Da sie nicht nur niemandem zur Last fallen will, sondern ihre Hilfsbereitschaft schon fast zum Helfersyndrom neigt, scheut sie sich nicht jemandem in Not sofort zu helfen. Ob es nur darin besteht jemandem Essen zu kaufen oder einer Person sogar Obdach zu gewähren - Thea kennt dabei selten Grenzen, solange auch niemand anderes darunter zu leiden hat. Obwohl sie in eine vermögende Familie reingeboren wurde, nutzt sie das selten für sich, sondern macht lieber anderen eine Freude damit und freut sich dann sogar eher, einen großen Betrag für einen guten Zweck ausgegeben zu haben.
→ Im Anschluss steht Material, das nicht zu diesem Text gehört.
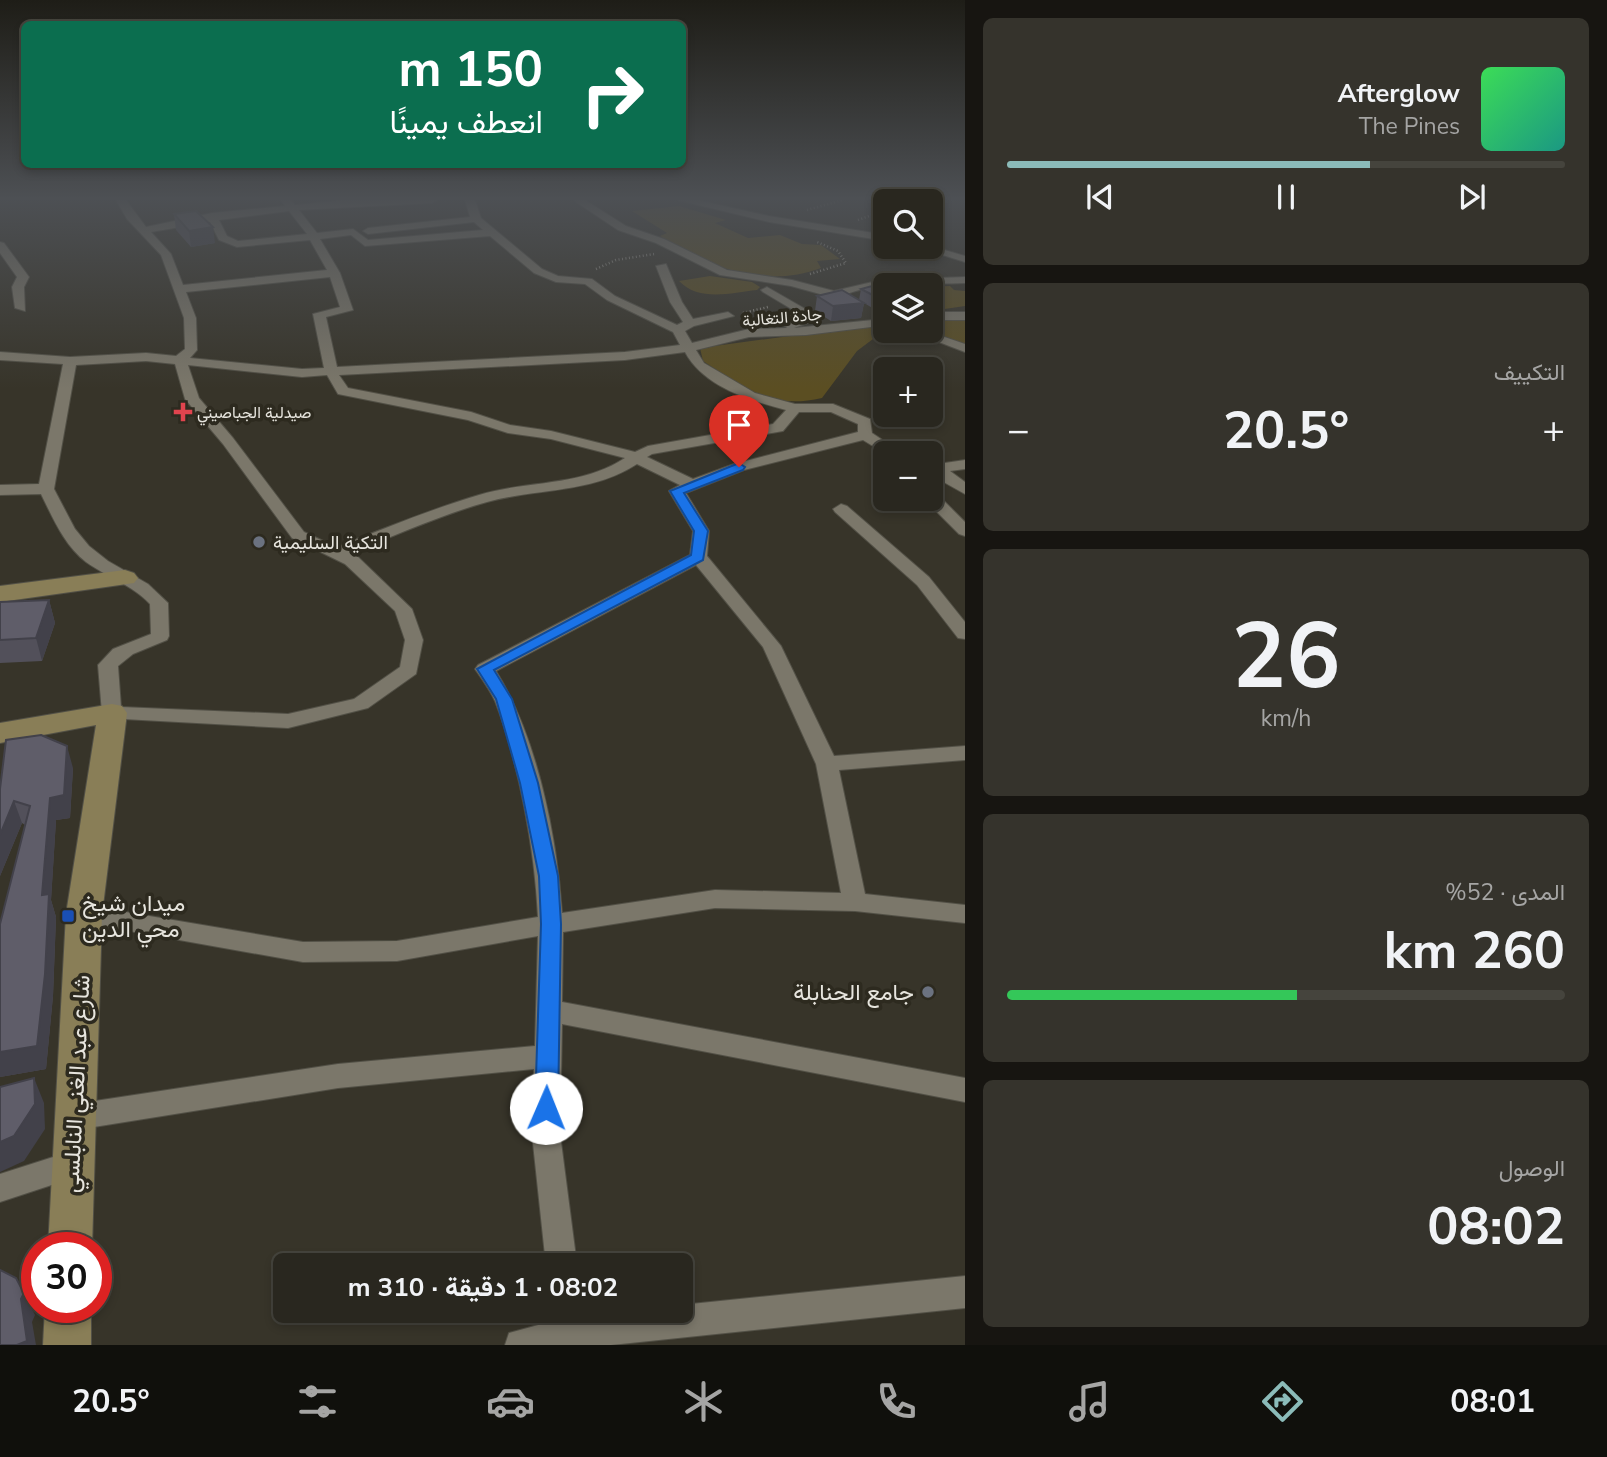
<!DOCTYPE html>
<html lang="ar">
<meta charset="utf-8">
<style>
body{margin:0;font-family:"Nunito Sans",Vazirmatn,sans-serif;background:#35332c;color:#f1f3f6;direction:rtl;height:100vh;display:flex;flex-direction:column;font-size:26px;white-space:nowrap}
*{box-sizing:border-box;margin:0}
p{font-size:23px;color:#a5a5a4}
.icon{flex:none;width:38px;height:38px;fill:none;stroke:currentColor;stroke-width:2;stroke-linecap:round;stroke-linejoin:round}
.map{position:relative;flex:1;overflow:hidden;direction:ltr}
.panel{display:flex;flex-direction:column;gap:18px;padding:18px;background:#171511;width:642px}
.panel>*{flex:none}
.top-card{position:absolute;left:21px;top:21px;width:665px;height:147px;border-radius:10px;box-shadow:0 4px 10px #0003,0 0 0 2px #45443d;direction:rtl;background:#0b6e4f;color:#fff;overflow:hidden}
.fabs{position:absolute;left:873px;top:189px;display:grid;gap:14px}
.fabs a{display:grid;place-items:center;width:70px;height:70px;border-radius:10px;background:#29271f;box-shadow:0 4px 10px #0003,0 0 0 2px #45443d;font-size:35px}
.speed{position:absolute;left:21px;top:1232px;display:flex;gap:14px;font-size:35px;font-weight:700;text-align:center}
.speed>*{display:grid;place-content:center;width:91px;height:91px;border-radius:50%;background:#29271f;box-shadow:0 4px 10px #0003,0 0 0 2px #45443d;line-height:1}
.speed .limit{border:10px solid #d22;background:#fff;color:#111}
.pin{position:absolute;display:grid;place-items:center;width:60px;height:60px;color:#fff;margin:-72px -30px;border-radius:50% 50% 50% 0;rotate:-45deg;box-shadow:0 0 7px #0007}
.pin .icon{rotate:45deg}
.me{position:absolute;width:77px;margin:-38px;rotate:1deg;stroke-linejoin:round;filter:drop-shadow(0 0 5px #0008)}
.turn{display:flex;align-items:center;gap:24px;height:147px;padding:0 28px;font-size:32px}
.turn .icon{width:91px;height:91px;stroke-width:2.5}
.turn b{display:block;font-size:49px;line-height:60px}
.big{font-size:52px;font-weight:700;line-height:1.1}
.panel .tile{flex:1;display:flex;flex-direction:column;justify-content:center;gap:10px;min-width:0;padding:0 24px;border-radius:10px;background:#35332c}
.panel .dial{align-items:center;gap:0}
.dial b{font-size:91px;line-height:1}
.song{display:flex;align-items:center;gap:21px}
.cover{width:84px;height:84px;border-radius:10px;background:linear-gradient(135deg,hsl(130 70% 55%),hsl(170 70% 35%))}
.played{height:7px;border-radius:4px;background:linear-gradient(90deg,#8bbbb9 65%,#45443d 65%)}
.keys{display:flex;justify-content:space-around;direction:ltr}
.heat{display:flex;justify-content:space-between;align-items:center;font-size:38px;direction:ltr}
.charge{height:10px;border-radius:5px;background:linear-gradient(90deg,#34c759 52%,#45443d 0)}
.trip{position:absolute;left:273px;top:1253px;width:420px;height:70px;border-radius:10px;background:#29271f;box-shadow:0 4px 10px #0003,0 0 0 2px #45443d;font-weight:700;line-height:70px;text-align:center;direction:rtl}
.dock{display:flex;height:112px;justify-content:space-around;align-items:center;background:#10100c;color:#a5a5a4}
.dock .icon{width:49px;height:49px}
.dock .on{color:#8bbbb9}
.dock b{font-size:32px;color:#f1f3f6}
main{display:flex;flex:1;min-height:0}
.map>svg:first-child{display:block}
.green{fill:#5b4e22}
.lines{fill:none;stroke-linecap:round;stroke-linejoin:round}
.street-casing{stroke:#525046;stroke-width:2}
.secondary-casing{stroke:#525046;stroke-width:2}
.path{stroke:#959289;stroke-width:2.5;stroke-dasharray:1 2.5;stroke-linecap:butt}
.street{fill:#7b776a;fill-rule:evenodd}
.secondary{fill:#897e57;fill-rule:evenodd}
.wall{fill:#52505a}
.shaded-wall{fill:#42414a}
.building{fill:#5f5d69;stroke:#42414a;stroke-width:2}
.route{fill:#1a73e8;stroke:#114b97;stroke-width:2}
.health-dot{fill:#e0444e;stroke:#2d2a1f;stroke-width:2.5}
.worship-dot{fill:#6b7280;stroke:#2d2a1f;stroke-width:2.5}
.transit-dot{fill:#1a4fb4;stroke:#2d2a1f;stroke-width:2.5}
.labels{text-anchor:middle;stroke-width:7;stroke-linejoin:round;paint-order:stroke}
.far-street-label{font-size:16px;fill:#e7e5de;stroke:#2d2a1f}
.far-poi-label{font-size:16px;fill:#e7e5de;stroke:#2d2a1f;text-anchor:start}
.poi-label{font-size:19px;fill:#e7e5de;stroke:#2d2a1f;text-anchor:start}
.near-poi-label{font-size:23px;fill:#e7e5de;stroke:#2d2a1f;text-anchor:start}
.near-street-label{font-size:23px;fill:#e7e5de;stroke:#2d2a1f}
</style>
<main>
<section class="panel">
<div class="tile">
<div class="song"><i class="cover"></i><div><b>Afterglow</b><p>The Pines</p></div></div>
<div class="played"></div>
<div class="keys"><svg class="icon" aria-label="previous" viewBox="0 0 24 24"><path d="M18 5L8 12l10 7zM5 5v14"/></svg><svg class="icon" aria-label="pause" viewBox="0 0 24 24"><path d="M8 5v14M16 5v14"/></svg><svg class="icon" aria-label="next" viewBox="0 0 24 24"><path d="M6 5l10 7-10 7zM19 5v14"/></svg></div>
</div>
<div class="tile"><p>التكييف</p>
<div class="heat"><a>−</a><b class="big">20.5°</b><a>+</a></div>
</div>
<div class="tile dial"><b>26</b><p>km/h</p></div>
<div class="tile"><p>المدى · 52%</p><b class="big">260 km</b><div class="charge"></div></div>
<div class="tile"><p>الوصول</p><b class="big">08:02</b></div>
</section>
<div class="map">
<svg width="965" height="1345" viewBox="0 0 965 1345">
<rect width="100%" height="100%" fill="#373429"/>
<g class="green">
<path d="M679,206L726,220L715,223L748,238L780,235L802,244L821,245L840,259L817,261L821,268C765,289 708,268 660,236L667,233L632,211Z"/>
<path d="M710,276L752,282L760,287L757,290C731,293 699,302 679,281Z"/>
<path d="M950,286L954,290L965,291V306L931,311V287Z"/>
<path d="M965,318V345L927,331H931V319Z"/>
<path d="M878,324L885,325V330L857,351L822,398C770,410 745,388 703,361L700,348Z"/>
</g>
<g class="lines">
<g class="street-casing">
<g id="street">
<path d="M116,200H126L146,227L212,213L285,206L281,200H291L295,205L346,200H437L432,203L299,210L317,233L353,229L368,240L483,230L474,222L368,234L363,231L368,228L470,217L465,200H475L481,218L542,269L558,276L592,279L615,296L677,325L683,322L670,302L656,266L666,264L682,302L693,319L728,312L734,316L694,326L685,331L692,343L749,329L787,328L784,325L786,322L805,317L763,292L761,290L767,287L821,318L794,328L883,319L885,322L879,326L806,335L749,337L696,350L704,363L755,393L795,404H833L870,419L872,433L902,453L886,454L863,440L744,470L686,493L709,531L707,556L781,646L834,756L965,746V760L839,770L865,894L965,905V923L855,911L715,908L563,932L562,1002L965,1078V1102L562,1024L560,1134L577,1265H546L532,1134L534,1069L338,1088L75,1130L65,1126L61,1117L65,1108L75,1104L338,1064L535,1046L538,936L397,961L303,962L84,923L75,921L72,914L75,907L84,905L303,942L397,941L538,917C535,851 519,763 495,701C490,690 482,679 475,669L478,665L690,555L693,531L669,491L680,485L637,464C591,494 537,488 487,502C440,515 395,536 350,553L357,556L412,609L423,640L416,674L368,708L288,728L105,718L102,713L98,665L113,649L151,634L150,604C132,585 107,577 86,562C64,545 53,518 41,494L0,495V485L39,484L63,364L0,360V352L70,357L146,353L176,356L185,349L184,318L161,255L127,219ZM289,211L307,234L238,241L227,236L219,220ZM210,222L219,240L237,247L310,240L327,270L183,285L171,254L151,232ZM351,235L365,246L490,236L534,273L556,282L585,284L607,300L673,332L680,345L625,352L337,367L326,317L353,310L340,273L320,239ZM330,277L340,307L313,314L324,368L302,369L190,358L197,350L196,318L186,292ZM685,352C704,387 749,400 786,410L773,424L648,446L635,452L551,431L510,425L471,412L348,388L339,375L625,360ZM146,361L175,364L185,399L223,444L292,538L345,564L395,611L405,640L400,667L354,699L288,714L121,707L118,666L133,654L167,640L169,636L168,603L148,584L108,561L89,546L75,529L54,489L76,365ZM188,365L302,377L327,375L338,394L468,420L508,433L551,439L625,458C581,487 528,480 479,495C431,509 384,529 336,547L304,532L233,438L199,398ZM799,412H831L858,424V432L734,464L693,479L647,457L652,454L783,431ZM696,565L763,647L816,764L841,893L715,890L562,913C557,836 537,737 496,671Z"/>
<path d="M573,200H585L626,226L664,239L727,270L792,280L834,291L881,280L965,277V283C924,285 882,280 844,295L857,304L851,308L831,297L791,286L720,275L656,243L618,230Z"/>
<path d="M677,200H697L769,216L886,235V241L769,222Z"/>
<path d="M0,242L4,243L29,277L24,287L25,311L15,308L12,287L17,277L0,253Z"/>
<path d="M931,246L965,256V262L917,247Z"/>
<rect x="931" y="312" width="34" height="8"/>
<path d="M910,331H927L965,344V352Z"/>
<path d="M965,460V469L950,471L965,482V494L931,475V465Z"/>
<path d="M931,492L937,494L965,522V536L959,534L925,500L931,499Z"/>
<path d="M841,504L847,506L929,577L965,622V639L958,638L917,585L835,512L833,509Z"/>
<path d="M72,1151L82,1155L87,1165L82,1175L0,1202V1174Z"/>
<path d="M965,1276V1308L611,1345H505L509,1333L553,1321L552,1311H584L585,1315L628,1311H681V1305Z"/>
</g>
</g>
<g class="secondary-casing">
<g id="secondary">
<path d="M125,570L134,573L138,578L134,583L0,602V586Z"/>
<path d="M112,704L122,706L127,713L102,914L92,1248H48L66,914L96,725L0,743V723Z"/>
<path d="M45,1307H91V1345H43Z"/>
</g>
</g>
<g class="path">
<path d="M807,210L843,200"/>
<path d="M858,220L886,210"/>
<path d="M596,269L616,260L654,254"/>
<path d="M810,274L846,263L838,251L817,242"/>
<path d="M743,313L768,307"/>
</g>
<use href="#street" class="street"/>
<use href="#secondary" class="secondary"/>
</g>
<g class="wall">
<path d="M174,214L215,243L191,247L176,230Z"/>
<path d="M861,289L886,295V316L864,303L861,318L831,321L815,311L817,296L859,300Z"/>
<path d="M49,600L55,623L42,661L0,663V602Z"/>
<path d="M73,768L70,818L56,820L51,900L56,917L53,996L46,1069L0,1077V924L25,825L22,823L0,876V789Z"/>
</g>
<g class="shaded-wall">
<path d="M213,227L215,243L191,247L189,231Z"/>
<path d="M864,303L861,318L831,321L833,306Z"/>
<path d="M49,600L55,623L42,661L36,638Z"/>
<path d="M67,746L73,768L70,818L56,820L51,900L56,917L53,996L46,1069L0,1077V1052L42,895L50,798Z"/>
<path d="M14,801L22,823L0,876V835Z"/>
<path d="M34,1078L44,1103L45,1129L24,1161L0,1172V1142Z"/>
<path d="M24,1293L35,1315L32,1322L36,1345H17L21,1299Z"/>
</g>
<g class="building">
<path d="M196,211L213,227L189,231L174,214Z"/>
<path d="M872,286L886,295V302L861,289Z"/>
<path d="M842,290L864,303L833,306L817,296Z"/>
<path d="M49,600L36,638L0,640V602Z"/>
<path d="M41,735L67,746L64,795L50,798L42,895L49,894L45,974L37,1046L0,1052V924L30,806L14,801L0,835V789L6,740Z"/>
<path d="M34,1078L35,1104L14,1136L0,1142V1087Z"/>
<path d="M0,1270L16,1278L24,1293L21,1299L27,1341L17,1345H0Z"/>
</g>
<linearGradient id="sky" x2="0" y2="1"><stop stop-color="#1e1d17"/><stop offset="0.51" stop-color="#4d5054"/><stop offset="1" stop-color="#4d5054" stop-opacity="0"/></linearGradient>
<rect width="965" height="389" fill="url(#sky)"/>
<path class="route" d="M739,463L745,467L743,470L684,493L708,531L703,560L494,670L512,699L538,783L558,876L561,924L558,1108L555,1115L546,1118L538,1115L535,1108L541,924L539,876L520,783L496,699L477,669L691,555L694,531L670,491Z"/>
<path class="health-dot" d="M179.5 401.5h7v7h7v7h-7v7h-7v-7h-7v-7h7z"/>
<g class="worship-dot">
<circle cx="259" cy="542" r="7"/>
<circle cx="928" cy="992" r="7"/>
</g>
<rect class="transit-dot" x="61" y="909" width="14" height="14" rx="3.5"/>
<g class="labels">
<g class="far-street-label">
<text transform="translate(782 317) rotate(-5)" y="6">جادة التغالبة</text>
</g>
<g class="far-poi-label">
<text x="197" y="418">صيدلية الجباصيني</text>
</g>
<g class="poi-label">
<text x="273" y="549">التكية السليمية</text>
</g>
<g class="near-poi-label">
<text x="82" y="911">ميدان شيخ<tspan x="82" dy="26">محي الدين</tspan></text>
<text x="914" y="1000" text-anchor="end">جامع الحنابلة</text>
</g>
<g class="near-street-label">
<text transform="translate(76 1084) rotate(-87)" y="8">شارع عبد الغني النابلسي</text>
</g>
</g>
</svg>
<div class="fabs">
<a><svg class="icon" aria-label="search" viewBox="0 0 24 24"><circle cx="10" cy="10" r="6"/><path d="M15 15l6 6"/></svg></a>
<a><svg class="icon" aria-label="layers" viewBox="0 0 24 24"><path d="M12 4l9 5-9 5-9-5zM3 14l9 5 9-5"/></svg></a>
<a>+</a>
<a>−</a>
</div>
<div class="speed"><div class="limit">30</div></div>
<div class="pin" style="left:739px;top:467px;background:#d93025"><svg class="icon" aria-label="arrive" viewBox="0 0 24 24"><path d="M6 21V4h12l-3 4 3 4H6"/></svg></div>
<svg class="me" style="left:546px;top:1108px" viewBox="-20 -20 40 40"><circle r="19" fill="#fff"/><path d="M0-13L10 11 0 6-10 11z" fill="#1a73e8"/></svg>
<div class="trip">08:02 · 1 دقيقة · 310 m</div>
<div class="top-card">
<div class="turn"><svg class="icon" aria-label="right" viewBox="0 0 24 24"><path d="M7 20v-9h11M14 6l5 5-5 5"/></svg><div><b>150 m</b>انعطف يمينًا</div></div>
</div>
</div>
</main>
<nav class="dock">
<b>08:01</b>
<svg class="icon on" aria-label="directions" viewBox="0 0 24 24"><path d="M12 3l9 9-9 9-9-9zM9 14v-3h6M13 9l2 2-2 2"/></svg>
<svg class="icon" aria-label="music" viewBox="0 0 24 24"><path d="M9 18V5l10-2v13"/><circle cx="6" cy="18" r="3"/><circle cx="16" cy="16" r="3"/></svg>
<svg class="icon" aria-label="phone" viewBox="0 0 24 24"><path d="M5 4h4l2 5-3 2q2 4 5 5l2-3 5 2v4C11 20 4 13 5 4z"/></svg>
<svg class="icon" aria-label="climate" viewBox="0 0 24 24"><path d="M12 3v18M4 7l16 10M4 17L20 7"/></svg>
<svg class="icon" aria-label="car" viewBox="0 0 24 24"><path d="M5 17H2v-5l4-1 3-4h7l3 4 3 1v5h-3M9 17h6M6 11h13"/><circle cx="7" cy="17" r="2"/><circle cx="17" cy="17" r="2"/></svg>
<svg class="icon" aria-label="filters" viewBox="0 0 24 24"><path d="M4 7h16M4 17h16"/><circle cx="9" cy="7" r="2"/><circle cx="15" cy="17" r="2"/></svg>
<b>20.5°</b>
</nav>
Wenngleich Thea nicht gerade dumm ist, ist sie sehr naiv und glaubt stark an das Gute in einer Person. Dadurch wurde sie nicht selten ausgenutzt, aber anstatt diese Leute deswegen zurechtzuweisen, hat sie das Problem in sich selbst gesucht und vermeidet deswegen lieber einen engeren Kontakt zu Fremden. Rache wäre etwas, was ihr niemals in den Sinn käme. Lieber würde sie sich selbst schlagen lassen, als anderen weh zu tun, außer sie kann dabei jemanden beschützen, der schwächer wäre, als sie.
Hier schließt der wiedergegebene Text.